Art. 10.Avant toute mise en location d'un logement visé à la présente section, le bailleur doit être titulaire d'un permis de location.

Le logement doit : 1o respecter les critères minimaux de salubrité fixés par le Gouvernement en vertu de l'article 3; 2o respecter les règlements communaux en matière de salubrité et de sécurité incendie; 3o garantir l'inviolabilité du domicile et le respect de la vie privée, notamment par un système de fermeture à clé des locaux à usage individuel et des boîtes aux lettres. » «

Art. 13.En cas de non-respect des conditions fixées par l'article 10 et sans préjudice de l'article 201, le collège des bourgmestre et échevins de la commune où est situé le logement, et, en cas d'inaction du collège, le Gouvernement, adresse au bailleur, après avis d'un des fonctionnaires ou agents visés à l'article 5, une mise en demeure sommant le bailleur de prendre, dans un délai de quarante-huit heures à six mois, les mesures nécessaires pour respecter les conditions précitées.
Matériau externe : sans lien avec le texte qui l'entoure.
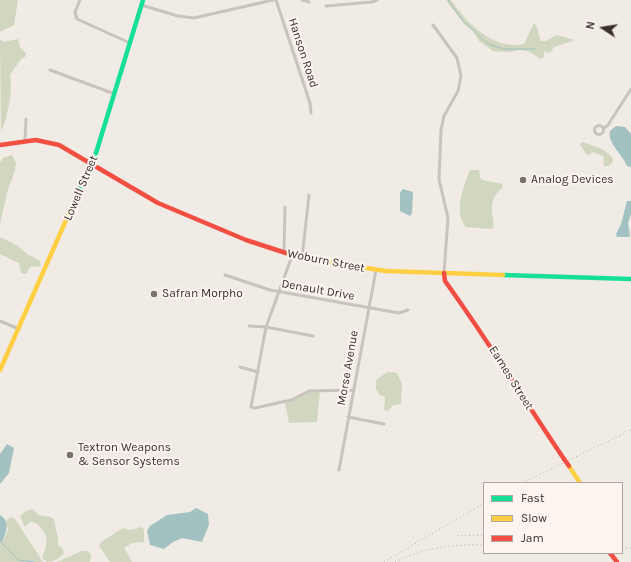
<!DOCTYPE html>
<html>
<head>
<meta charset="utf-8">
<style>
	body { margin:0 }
	#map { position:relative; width:631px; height:562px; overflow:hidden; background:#f0ebe5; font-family:Karla,sans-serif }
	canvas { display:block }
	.legend { position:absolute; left:483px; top:482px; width:140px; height:72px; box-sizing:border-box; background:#fbf5ee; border:1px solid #aea6a0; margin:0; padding:5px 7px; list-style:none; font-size:12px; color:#3b302b }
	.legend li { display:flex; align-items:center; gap:8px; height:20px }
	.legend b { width:20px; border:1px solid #aea6a0 }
	.north { position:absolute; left:583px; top:8px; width:40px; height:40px; -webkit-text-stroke:3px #fbf5ee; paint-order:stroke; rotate:282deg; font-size:11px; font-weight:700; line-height:16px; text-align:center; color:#3b302b }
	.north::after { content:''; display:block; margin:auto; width:14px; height:18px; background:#3b302b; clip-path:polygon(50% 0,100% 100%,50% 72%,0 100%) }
</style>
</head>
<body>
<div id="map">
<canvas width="631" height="562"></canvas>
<ul class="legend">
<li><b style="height:5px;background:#16e098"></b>Fast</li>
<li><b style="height:5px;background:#ffcf43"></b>Slow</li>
<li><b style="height:5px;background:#f24e42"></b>Jam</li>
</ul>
<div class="north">N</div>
</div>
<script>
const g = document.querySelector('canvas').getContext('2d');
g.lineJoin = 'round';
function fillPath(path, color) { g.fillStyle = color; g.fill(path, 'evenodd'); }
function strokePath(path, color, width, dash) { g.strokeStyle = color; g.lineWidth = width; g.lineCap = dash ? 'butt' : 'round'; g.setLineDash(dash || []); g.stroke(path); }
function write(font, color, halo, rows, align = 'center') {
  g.font = font + ' Karla,sans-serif'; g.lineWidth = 4; g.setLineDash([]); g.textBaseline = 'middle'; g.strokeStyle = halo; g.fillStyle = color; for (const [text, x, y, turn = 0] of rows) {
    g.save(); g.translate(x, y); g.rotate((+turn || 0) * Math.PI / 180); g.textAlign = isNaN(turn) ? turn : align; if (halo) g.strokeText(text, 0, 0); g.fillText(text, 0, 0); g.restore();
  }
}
const green = new Path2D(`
	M0,0H18L14,25L0,32Z
	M446,0H451C466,22 493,51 524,44L534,23L536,25L541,41H545L557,35L575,40L554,47L550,53L544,51V57L541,59L528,51L519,50L509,52L493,51L479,41L473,31L465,25Z
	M0,39L3,42L18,39L20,47L26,53L25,57L21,59L10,75C13,89 8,118 1,131Z
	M583,142L604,150L612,157L613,162L609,166H604L603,156L593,152L589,155L586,154L580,144Z
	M12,155L16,163L15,171L8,189L0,224V163L3,158Z
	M470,170H479L480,177L482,180L503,184L502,188C488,200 492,209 494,226L492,229L466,227C453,212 464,185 470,170Z
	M0,237L18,246L27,254L40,261L41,266L30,267L26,274L21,273L19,263L0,254Z
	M387,372L397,373L402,384L401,404L393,405L388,411L384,410L385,397L380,395L376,389V380Z
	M320,391L317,422L289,423L285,403L305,393Z
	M32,509L39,515L50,517L54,519C55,529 59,535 58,545L63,549L64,553C62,557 53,562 47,562C45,561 44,559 42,558C47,545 50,539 41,528C38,524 36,522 30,522L25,527L20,516L26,511Z
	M12,517L15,519L43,562H0V540L3,541L8,530L6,520Z
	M142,527L144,530V542L132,543L124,548L132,562H110L99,546L101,542L123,528L129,530Z
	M82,551H88L91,555L90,562H57Z`);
const water = new Path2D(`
	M616,126L625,127L631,134V167L627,166C623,155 607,143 610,131Z
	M403,189L413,192L412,213L410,216L400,211V193Z
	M627,201H631V214L628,223L630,236L629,237H617L616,234L621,224Z
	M7,444L14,448L9,473L0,484V454Z
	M196,508L208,514L209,525L202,542L182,538L173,542L164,549L150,545L147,531L150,526L167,515L190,512Z
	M0,515C11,522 6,533 2,542H0Z`);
const stream = new Path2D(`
	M448,0L463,21L488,44L504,49H536
	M2,543L18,560L35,562`);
const street = new Path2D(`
	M80,0L75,12L77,19L130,43
	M276,0L310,103L311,113
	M302,0L309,2
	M141,5L178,16L194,18L273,0
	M326,6L372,2L377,0
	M433,25L457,58L461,76L458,91L444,116L441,130L439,179L448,218L444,273
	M50,70L115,94
	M594.5 130a4.5 4.5 0 1 1 9 0a4.5 4.5 0 1 1-9 0Z
	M604,128L608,125L631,89
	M25,141L26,119
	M284,253L285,207
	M292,256L266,327L251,407L255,408L291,400L309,391L353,390
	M302,258L309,195
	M225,275L270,290L399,313L408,310
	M0,321L19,329
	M249,326L266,327L313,336
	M240,367L258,372
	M348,417L384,424
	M339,470L376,270`);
const fast = new Path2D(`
	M78,193L96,153L143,0
	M503,275L631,279`);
const slow = new Path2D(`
	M286,253L302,258L386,271L503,275
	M0,370L78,193
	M569,466L580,483`);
const jam = new Path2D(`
	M0,145L36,140L59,145L158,203L246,240L286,253
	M444,273L445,281C487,339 524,400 564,459
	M610,553L617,562`);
const rail = new Path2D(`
	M522,483L631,430
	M453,536L484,535
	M622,548H631
	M384,562L484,503
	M395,562C424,548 451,544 484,545`);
const jamBridge = new Path2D(`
	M564,459L569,466`);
const markers = [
	[523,180,4,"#7a716c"],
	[154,294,4,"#7a716c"],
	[70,455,4,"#7a716c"]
];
const streetNames = [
	["Hanson Road",303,53,72],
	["Lowell Street",81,188,-67],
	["Woburn Street",326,261,11],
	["Denault Drive",318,290,10],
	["Morse Avenue",348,368,-80],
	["Eames Street",511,378,58]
];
const poiNames = [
	["Analog Devices",531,180],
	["Safran Morpho",162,294],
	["Textron Weapons",78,448],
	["& Sensor Systems",78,462]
];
fillPath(green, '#d1d6bf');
fillPath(water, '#a1c2c1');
strokePath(stream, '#a1c2c1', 1);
strokePath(street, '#c9c3be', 3);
strokePath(fast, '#16e098', 4.5);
strokePath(slow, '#ffcf43', 4.5);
strokePath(jam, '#f24e42', 4.5);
strokePath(rail, '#b1aca8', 1, [1, 3]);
strokePath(jamBridge, '#f24e42', 4.5);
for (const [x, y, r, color] of markers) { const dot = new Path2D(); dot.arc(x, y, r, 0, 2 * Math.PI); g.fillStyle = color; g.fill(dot); strokePath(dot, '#fbf5ee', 1.5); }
write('12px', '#3b302b', '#fbf5ee', streetNames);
write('12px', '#3b302b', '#fbf5ee', poiNames, 'left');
</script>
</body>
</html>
Si le bailleur n'a pas obtempéré à la mise en demeure visée à l'alinéa 1er, le collège des bourgmestre et échevins, et, en cas d'inaction du collège, le Gouvernement, procède au retrait du permis de location. » «

Art. 201.§ 1er. Est puni d'une amende de cent francs à mille francs : 1o tout propriétaire, usufruitier, locataire, occupant ou gardien qui permet l'habitation dans un immeuble déclaré inhabitable ou interdit d'accès par le bourgmestre ou par le Gouvernement; 2o le bailleur qui : a) soit loue ou met en location un logement visé à l'article 10 sans avoir obtenu de permis de location;b) soit, après obtention d'un permis de location, contrevient à une disposition arrêtée par ou en vertu des articles 10 et suivants; 3o toute personne qui fait obstacle à l'exercice des missions des fonctionnaires et des agents techniques visés à l'article 5. § 2. Est puni d'un emprisonnement de huit jours à un an et d'une amende de mille francs à dix mille francs ou d'une de ces peines seulement : 1o toute personne qui récidive dans les cinq ans qui suivent une condamnation en vertu du § 1er; 2o tout bailleur qui loue ou met en location un logement nonobstant un refus ou un retrait de permis de location. » B.1.2. L'article 2 de la loi du 20 février 1991 « modifiant et complétant les dispositions du Code civil relatives aux baux à loyer » a inséré dans le livre III, titre VIII, chapitre II du Code civil, à la suite de l'article 1762bis , une section II ayant pour titre « Des règles particulières aux baux relatifs à la résidence principale du preneur », qui s'applique « aux baux portant sur le logement que le preneur, avec l'accord exprès ou tacite du bailleur, affecte dès l'entrée en jouissance à sa résidence principale » et dont l'article 2, complété depuis par la loi du 13 avril 1997 modifiant certaines dispositions en matière de baux, dispose : « Le bien loué doit répondre aux exigences élémentaires de sécurité, de salubrité et d'habitabilité.

Cette condition s'apprécie par référence à l'état du bien au moment de l'entrée en jouissance du preneur.

Le Roi fixe les conditions minimales à remplir pour que le bien loué soit conforme aux exigences de l'alinéa 1er.

Si les conditions prescrites par les alinéas précédents ne sont pas remplies, le preneur a le choix soit d'exiger l'exécution des travaux nécessaires pour mettre le bien loué en conformité avec les conditions de l'alinéa premier, soit de demander la résiliation du contrat avec dommages et intérêts.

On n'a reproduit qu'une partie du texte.